If the teacher controls the classroom by ruling with fear, the students may begin to understand their school environment as one where the teacher does not care about the students’ well-being or creative academic exploration, but rather values subservient behavior and non-divergent answers. This atmosphere displays a lack of confidence in students that can cause them to act out. Shieh writes through Noguera, Lyons and Drew how students can lose their ability to be moral agents by punishing them for non-existing crimes, installing armed guards and metal detectors. “[Schools] ‘construct students as either potential victims in need of protection or perpetrators - and both identities, importantly, are premised on renouncing agency’. And true to the difficulty of rehabilitation in prison, there is a strong evidence these schools’ processes at times foster the very crimes they seek to prevent” (29).

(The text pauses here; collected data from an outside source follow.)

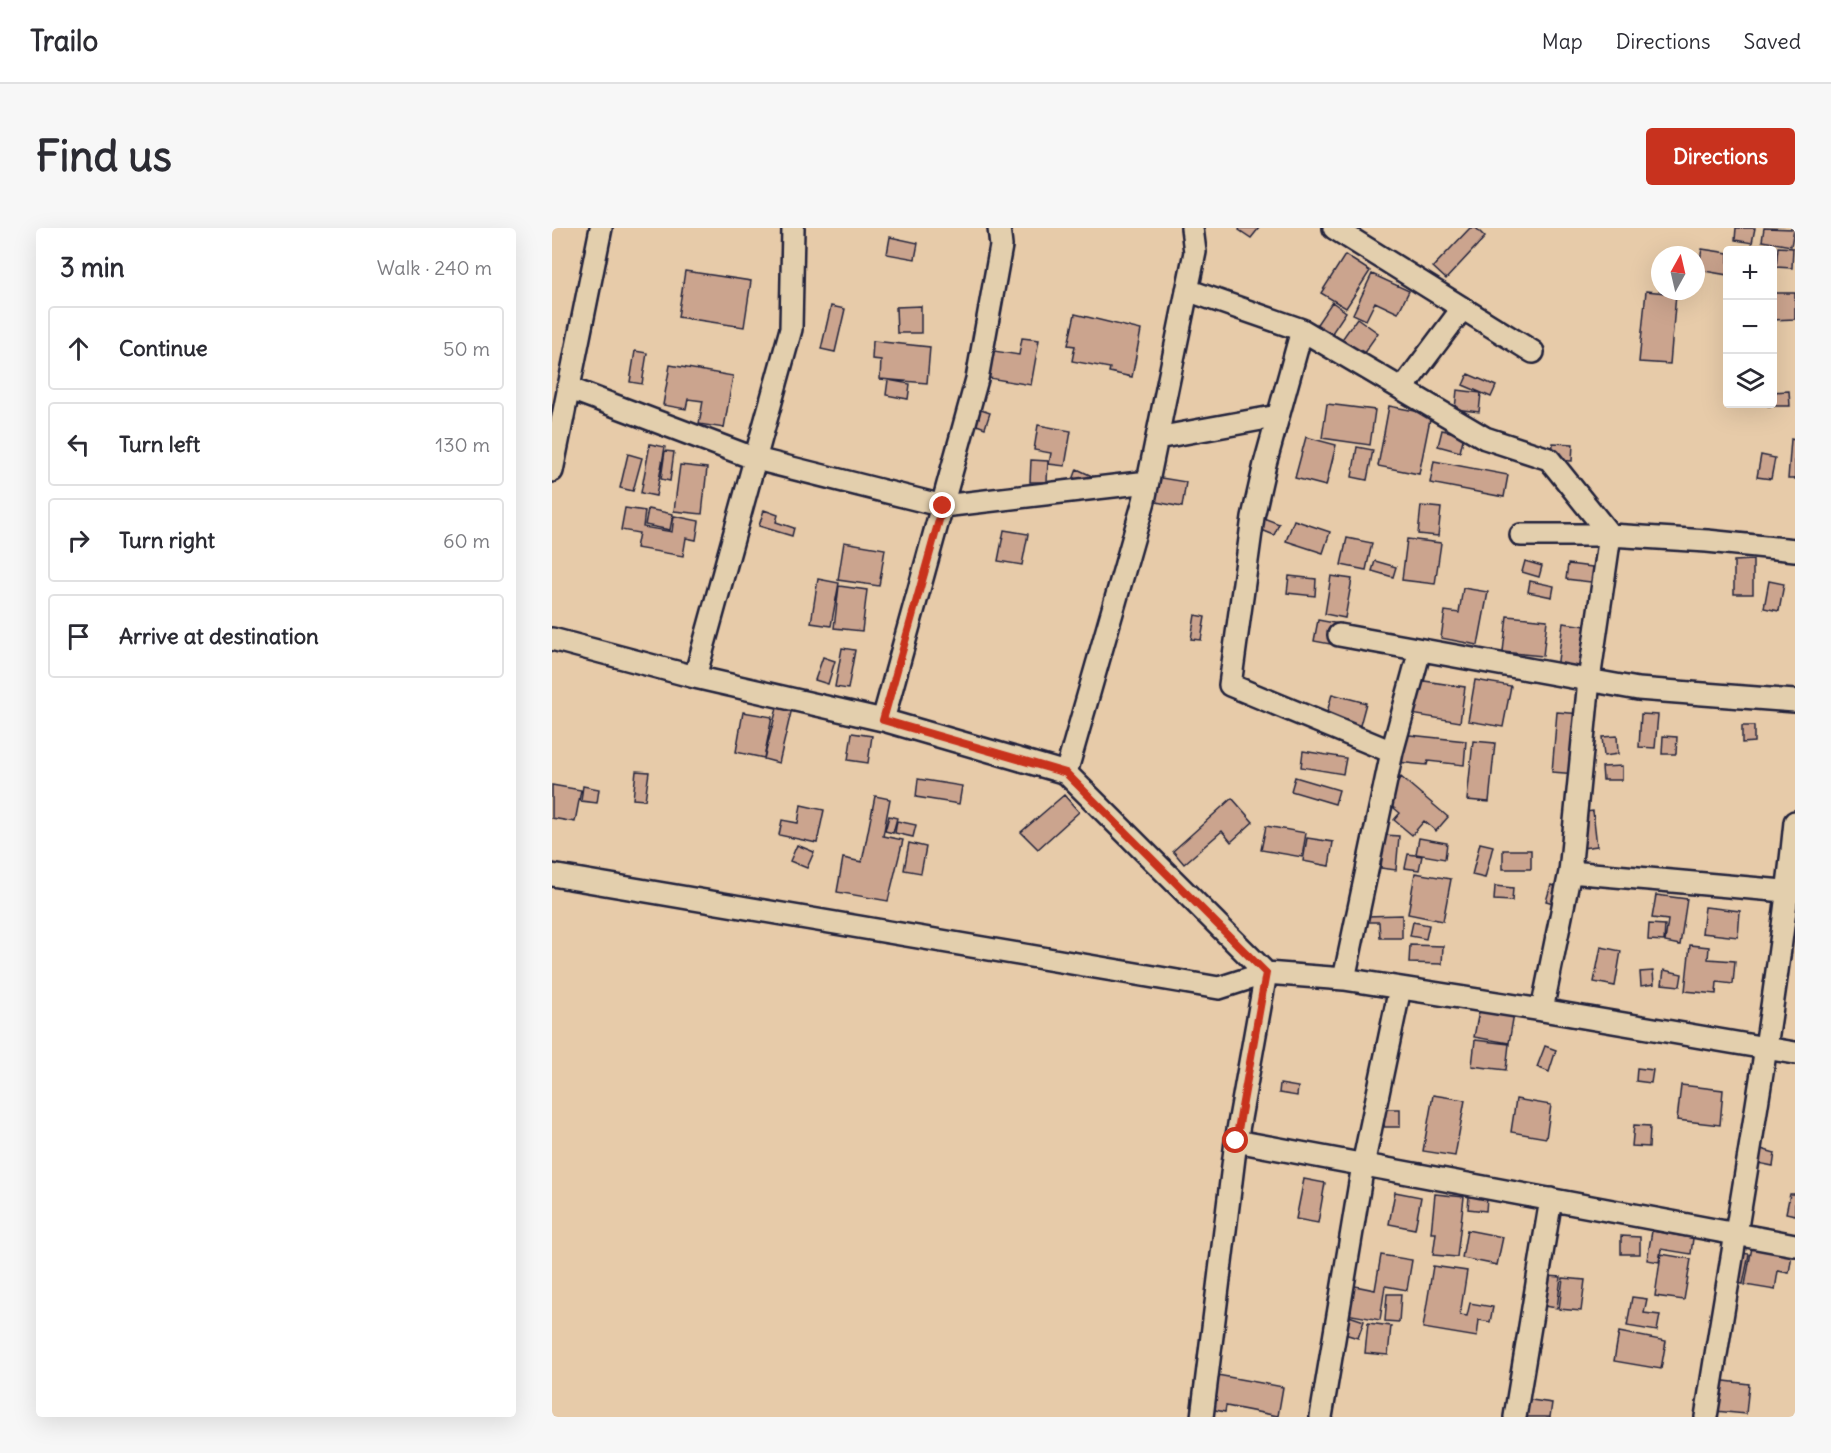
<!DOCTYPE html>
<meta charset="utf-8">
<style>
body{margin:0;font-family:Delius,sans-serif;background:#f7f7f7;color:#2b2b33}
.controls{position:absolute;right:18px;top:18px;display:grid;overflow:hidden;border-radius:6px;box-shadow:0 6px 24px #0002}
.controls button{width:54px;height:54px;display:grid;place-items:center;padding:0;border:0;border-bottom:2px solid #e1e1e2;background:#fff;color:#2b2b33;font:30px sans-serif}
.compass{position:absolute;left:1099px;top:18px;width:54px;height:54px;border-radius:50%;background:#fff;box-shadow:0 6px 24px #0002;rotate:8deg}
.stop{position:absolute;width:18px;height:18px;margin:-14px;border:4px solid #c8321e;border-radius:50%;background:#fff}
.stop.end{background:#c8321e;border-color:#fff;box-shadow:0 2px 6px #0008}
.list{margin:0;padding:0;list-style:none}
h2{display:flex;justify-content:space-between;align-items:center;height:78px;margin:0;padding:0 24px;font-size:26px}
h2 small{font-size:20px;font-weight:400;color:#7c7c81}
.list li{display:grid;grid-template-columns:39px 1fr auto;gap:18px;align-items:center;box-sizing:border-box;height:84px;margin:0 12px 12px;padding:0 12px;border:2px solid #e1e1e2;border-radius:6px}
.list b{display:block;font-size:22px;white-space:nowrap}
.list em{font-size:20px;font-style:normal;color:#7c7c81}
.icon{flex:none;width:33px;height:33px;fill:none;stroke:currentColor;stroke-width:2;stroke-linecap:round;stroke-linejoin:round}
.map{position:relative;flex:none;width:1243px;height:1189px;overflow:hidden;border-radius:6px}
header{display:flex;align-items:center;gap:36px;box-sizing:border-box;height:84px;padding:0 30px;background:#fff;border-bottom:2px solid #e1e1e2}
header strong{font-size:28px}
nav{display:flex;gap:33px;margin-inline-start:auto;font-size:21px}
.intro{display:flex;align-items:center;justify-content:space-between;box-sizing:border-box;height:144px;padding:0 36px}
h1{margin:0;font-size:42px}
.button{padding:15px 27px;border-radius:6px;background:#c8321e;color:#fff;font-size:21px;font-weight:700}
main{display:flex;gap:36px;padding:0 36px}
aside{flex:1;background:#fff;border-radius:6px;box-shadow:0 6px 24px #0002}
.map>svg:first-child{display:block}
.building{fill:#cba48e;stroke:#22223b;stroke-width:1.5}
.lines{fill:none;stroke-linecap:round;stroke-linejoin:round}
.street-casing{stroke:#22223b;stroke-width:26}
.street{stroke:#e3cfad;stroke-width:21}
.route{stroke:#c8321e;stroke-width:8}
</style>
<header>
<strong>Trailo</strong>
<nav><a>Map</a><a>Directions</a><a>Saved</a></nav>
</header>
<div class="intro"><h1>Find us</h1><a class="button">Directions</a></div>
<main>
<aside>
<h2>3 min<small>Walk · 240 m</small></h2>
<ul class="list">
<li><svg class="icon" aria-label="ahead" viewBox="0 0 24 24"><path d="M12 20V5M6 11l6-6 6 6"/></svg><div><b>Continue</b></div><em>50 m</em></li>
<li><svg class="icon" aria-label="left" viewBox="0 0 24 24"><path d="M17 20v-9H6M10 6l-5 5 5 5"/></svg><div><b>Turn left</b></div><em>130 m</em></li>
<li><svg class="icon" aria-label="right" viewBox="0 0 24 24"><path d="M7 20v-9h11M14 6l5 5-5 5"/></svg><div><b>Turn right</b></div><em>60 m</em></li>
<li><svg class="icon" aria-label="arrive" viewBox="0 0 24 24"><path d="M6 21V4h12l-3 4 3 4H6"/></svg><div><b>Arrive at destination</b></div></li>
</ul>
</aside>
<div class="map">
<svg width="1243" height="1189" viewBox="0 0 1243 1189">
<rect width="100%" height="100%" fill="#e7cba9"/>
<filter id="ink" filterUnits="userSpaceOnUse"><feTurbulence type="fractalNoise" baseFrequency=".0167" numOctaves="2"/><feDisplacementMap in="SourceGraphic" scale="12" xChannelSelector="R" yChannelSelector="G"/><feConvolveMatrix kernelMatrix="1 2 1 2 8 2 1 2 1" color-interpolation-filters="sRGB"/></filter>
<g filter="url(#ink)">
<path class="building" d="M688,0H707L699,10L687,2Z
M918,0H924L933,9L894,51L881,39Z
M1184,0H1203L1200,15L1183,12Z
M1212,0L1242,1L1239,18L1210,13Z
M338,9L366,15L363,31L335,26Z
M1226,19L1241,20L1240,40L1224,39Z
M1150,21L1176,25V47L1146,42Z
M793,27L818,43L794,80L769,65Z
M133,43L199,53L192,99L126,89Z
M820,46L857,63L846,85L823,74L814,92L801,86Z
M1094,63L1124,66L1118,136L1087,134Z
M1220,65H1243V91L1220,92Z
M780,74L794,84L776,111L761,102Z
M279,78L293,81L283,124L269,121Z
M369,78V105H345L344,79Z
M523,86L589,102L580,149L557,144L558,140L520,133L523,118L516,117Z
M805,90L826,105L807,132L786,117Z
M470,110L487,112L479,157L431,149L436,122L467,127Z
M321,113L378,119L375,155L328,151L329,132L320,131Z
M83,123L95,125L90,156L78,154Z
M118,137L181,148L172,200L147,196L151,173L136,171L134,181L111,177Z
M916,146L944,158L939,169L911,157Z
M336,152L358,156L356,171L334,167Z
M905,162L929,165L927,184L903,181Z
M1237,163L1238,178H1216V176H1220V164Z
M775,176L823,182L818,217L770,210Z
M837,178L879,186L867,246L826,238Z
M426,181L438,185L433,200L422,196Z
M486,197L519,203L513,238L497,236L499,225L482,222Z
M890,202L912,207L908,224L886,218Z
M754,209L784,217L774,258L743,250Z
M1239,211L1243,212V251H1236Z
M1001,215L1021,216L1020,233L1000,232Z
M98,216L113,219L104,268L89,265Z
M805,219L821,222L815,252L800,249Z
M113,223L122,224L118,253L109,251Z
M76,226L90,230L81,263L68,260Z
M1209,227L1223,230L1219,251L1205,249Z
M479,232L496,233L495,254H478Z
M882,233L956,247L952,269L878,255Z
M128,237L155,240L150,286L122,283Z
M525,241L542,249L538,259L521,252Z
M603,249L634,254L630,279L599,273Z
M869,278L889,280L886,308L866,306Z
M73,280L93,283L91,299L120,304L122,288L147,293L144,312L134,310L131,328L84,320L87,305L69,302Z
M96,281L121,286L118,302L93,297Z
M212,282L226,287L224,294L242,300L240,308L207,298Z
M704,287L727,296L722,307L700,298Z
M742,292L778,304L771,325L734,313Z
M452,302L476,306L470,337L446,333Z
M795,310L820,315L814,342L789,337Z
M855,311L889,315L883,356L850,352Z
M292,314L333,321L327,358L286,352Z
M1201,332V366H1182V333Z
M823,333L844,339L841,349L820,343Z
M973,333L990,338L987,349L970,344Z
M1016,336L1048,340L1047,355L1014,351Z
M737,348L764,351L763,368L735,365Z
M779,348L800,351L793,390L773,386Z
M266,351L287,355L279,398L259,395Z
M978,353L1002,358L1000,369L976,364Z
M1217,353L1232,356L1227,383L1212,380Z
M287,358L315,362L310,403L282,400Z
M911,360L936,364L926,417L889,410L893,383L907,385Z
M643,387L653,389L649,412L639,411Z
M955,388L995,392L991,428L951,424Z
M766,392L798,398L794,419L762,413Z
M1011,395L1042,399L1037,444L1005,440Z
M290,420L303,422L296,461L283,459Z
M271,429L283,433L276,456L263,452Z
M852,450L913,459L908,494L847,484Z
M923,452L959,458L951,499L916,493Z
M780,466L814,475L807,501L773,492Z
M226,476L240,480L227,535L212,531Z
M191,484L220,489L212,530L184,524Z
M1005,484L1030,486L1025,546L1000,544Z
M1089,486L1106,487L1103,520L1087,519Z
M1190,498H1202V514L1190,515Z
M300,505L320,508L316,535L296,532Z
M848,506L914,513L912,537L876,533L875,537L845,534Z
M1065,508L1066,526L1052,528L1050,509Z
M1111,508L1125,509L1124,526H1110Z
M921,513L943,515L937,574L915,572Z
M751,523L794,530L791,546L749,539Z
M1070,538V552H1051L1050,539Z
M84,543L97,544L93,572L81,571Z
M743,549L787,562L783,576L739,563Z
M849,549L896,589L884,603L872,593L860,607L842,592L848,585L831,571Z
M366,551L410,558L407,576L364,569Z
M0,557L29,562L23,594L0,590Z
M31,558L47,561L45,575L29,573Z
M512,567L527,584L486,621L469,604Z
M323,568L338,571L331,608L351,612L336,673L285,664L291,630L310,634Z
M680,570L701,594L679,614L670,603L632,636L621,623Z
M249,577L272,582L265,615L227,607L230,592L246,595Z
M1041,583L1045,618L1022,621L1018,586Z
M337,588L345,590L341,605L333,603Z
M345,593L364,597L361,609L343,605Z
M714,598L754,605L750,629L709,622Z
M832,607L847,608L844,642L829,640Z
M755,610L781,614L777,638L751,633Z
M867,610L895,615L893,631L864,626Z
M357,615L374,619L369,645L352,642Z
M928,615L941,618L933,650L920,647Z
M245,617L262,624L255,640L238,633Z
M951,622H979V641H951Z
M856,626L870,628L867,642L853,640Z
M863,645L899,651L891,693L856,686Z
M999,657L1024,664L1019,680L994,673Z
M943,658L961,660L960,673L942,672Z
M1104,667L1135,671L1128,717L1113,714L1116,692L1100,690Z
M1153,679L1188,683L1186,709L1150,705Z
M850,687V710H828L827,694H814V688Z
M861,694L877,697L874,711L858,708Z
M1097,696L1113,697L1112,713L1096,712Z
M858,717L891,718L890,736L857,735Z
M1138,717L1157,719L1156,731L1183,733L1181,756L1165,754L1164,766L1133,763Z
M1049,719L1069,723L1063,758L1042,754Z
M1112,742L1130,746L1128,758L1110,756Z
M1101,743L1102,756L1089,758L1088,744Z
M929,773L963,779L957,815L922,809Z
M923,812L957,816L954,842L920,838Z
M993,818L1004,822L997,844L985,839Z
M1085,840L1101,842L1099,855L1084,853Z
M728,856L746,859L745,868L727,865Z
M1129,857L1171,862L1168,897L1125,892Z
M881,867L913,872L903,928L871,923Z
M964,871L999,877L994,910L959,904Z
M833,881H848V899H832Z
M1082,897L1098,898L1097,919L1080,918Z
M1209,921L1223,925L1221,938L1206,935Z
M752,951L773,955L766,995L744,991Z
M843,964L869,969L863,1001L837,996Z
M883,966L912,969L905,1029L881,1027L884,1005H879Z
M1238,966H1243V987L1234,985Z
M917,968L935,970L934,983L916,981Z
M915,1002L951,1009L945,1037L910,1030Z
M1100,1003L1141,1010L1139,1026L1109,1021L1107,1034L1095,1032Z
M1069,1008L1088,1009V1026H1069Z
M1200,1019L1240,1026L1237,1045L1226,1043L1223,1062L1193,1057Z
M1177,1023L1197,1026L1191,1056L1171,1052Z
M1109,1026L1139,1031L1132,1072L1103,1068Z
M829,1027L860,1032L855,1062L833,1058L828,1092L794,1086L798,1057L823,1062Z
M881,1038L915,1043L908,1087L915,1088L918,1075L941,1079L938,1094L927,1092L925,1109L871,1100Z
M995,1048L1009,1049L1005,1080L992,1078Z
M1011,1050L1033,1052L1029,1083L1007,1081Z
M835,1066H849L847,1094L833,1093Z
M1080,1069L1095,1071L1092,1085L1108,1087L1105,1103L1075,1098Z
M785,1084L812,1093L806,1110L779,1102Z
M816,1095L839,1098L836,1127L813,1125Z
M1067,1104L1114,1113L1109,1141L1062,1133Z
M660,1146L731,1159L726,1188L674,1178L673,1184L654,1180Z
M1156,1151L1197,1156L1194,1186L1153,1182Z
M965,1170L1000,1175L998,1189H962Z"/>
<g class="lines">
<defs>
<path id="street" d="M640,0L643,24L592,273L514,545L714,745L684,913L650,1189
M782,0L981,124
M635,62L750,102L933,210L997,231L1058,307L1037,452L1018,644L990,782
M750,102L713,236L701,289L678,457L840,524
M16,160L204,231L391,278L596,254
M850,161L910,81
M605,210L726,188
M0,243L49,0
M969,307H1058L1155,313L1243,322
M787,407L1086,461L1243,473
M0,411L143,449L331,492L514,545
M143,449L239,101L241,0
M331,492L425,151L449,18L447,0
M1018,644L1243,664
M0,647L667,760L714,745L792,751L990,782L1243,825
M792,751L840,524L868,422
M684,913L1243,1017
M769,1189L811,937L848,760
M963,1189L999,971
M1154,1189C1185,991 1223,793 1243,594"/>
</defs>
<use href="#street" class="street-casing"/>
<use href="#street" class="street"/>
</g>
</g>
<g class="lines" filter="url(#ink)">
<path class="route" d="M391,278L331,492L514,545L714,745L684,913"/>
</g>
</svg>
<div class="controls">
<button>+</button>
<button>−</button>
<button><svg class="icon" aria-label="layers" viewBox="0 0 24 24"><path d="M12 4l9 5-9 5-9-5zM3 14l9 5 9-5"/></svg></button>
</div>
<svg class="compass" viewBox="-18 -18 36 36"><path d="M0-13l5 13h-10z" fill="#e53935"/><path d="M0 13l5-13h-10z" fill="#7c7c81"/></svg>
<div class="stop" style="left:684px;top:913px"></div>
<div class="stop end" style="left:391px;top:278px"></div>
</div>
</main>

The espousal of this hard prison atmosphere alienates and antagonizes students, especially those that have difficulty conforming to school expectations. The hidden curriculum of teaching students how they are “supposed” to interact with the world and conform within its boundaries becomes the major goal of this education, rather than fostering innovative and individualistic thinking.
Reciprocal Classroom Control
However, it is possible for a teacher to maintain classroom control that is not based on fear, inflexibility, and punishment. In a classroom committed to mutual trust, the teacher acts as a facilitator rather than a prison warden, generating reciprocal classroom control. In this classroom, students are given a measure of control and voice, reducing alienation and affirming their agency. By including students in the direction of the classroom willingly (as opposed to begrudgingly or through their own imposed forces), students are validated as non-passive members of the school. As Shieh writes, “as long as students remain the objects of education, they cannot claim agency – which would seem a necessary component of self-transformation” (22). This shared control can only be promoted through an atmosphere of mutual respect and trust. In this way, students and teachers can feel that they are working with each other in their own best interests, trusting that the control given to one other will be used to promote educational growth and exploration.
Facilitators in the Classroom
As facilitators, teachers engaging in reciprocal classroom control draw from aspects of constructivist philosophy, where “a premium is placed on creating unique rather than uniform understandings and developing a powerful sense of agency in learners,” (Windschitl 85). Teachers relinquish their control over “correct” and “incorrect” results allowing for multiple perspectives in the classroom. As Bowman (2005) notes, “curricula at all levels are increasingly designed to eliminate the possibility of failure through prediction, control, and precision. The possibility that the world loses its depth along with its recalcitrance is not seen as a serious consideration…” (3). The positive inclusion of failure in the classroom supports exploration and creativity on the students’ part as well as reaffirming the importance of their voice the classroom. Although both fear-based control and reciprocal classroom control both assert the teacher in a leadership role, the openness and inclusion of reciprocal classroom control directly contradicts the fear-based control ideal of students’ conformity to the “one correct” way of thinking and acting.
Because of the various manifestations of the aforementioned chaotic and controlled classrooms, it is important to note that they are not mutually exclusive opposites, but rather exist on a continuum of student and teacher control. In Pedagogy of Freedom, Paulo Freire espouses the belief that “both the authoritarian teacher who suffocates the natural curiosity and freedom of the student as well as the teacher who imposes no standards at all are equally disrespectful of an essential characteristic of our humanness, namely, our radical (and assumed) unfinishedness,” (59). By reciprocally sharing control of the classroom, teachers remain the guiding authority while empowering students to exercise their “natural curiosity and freedom.”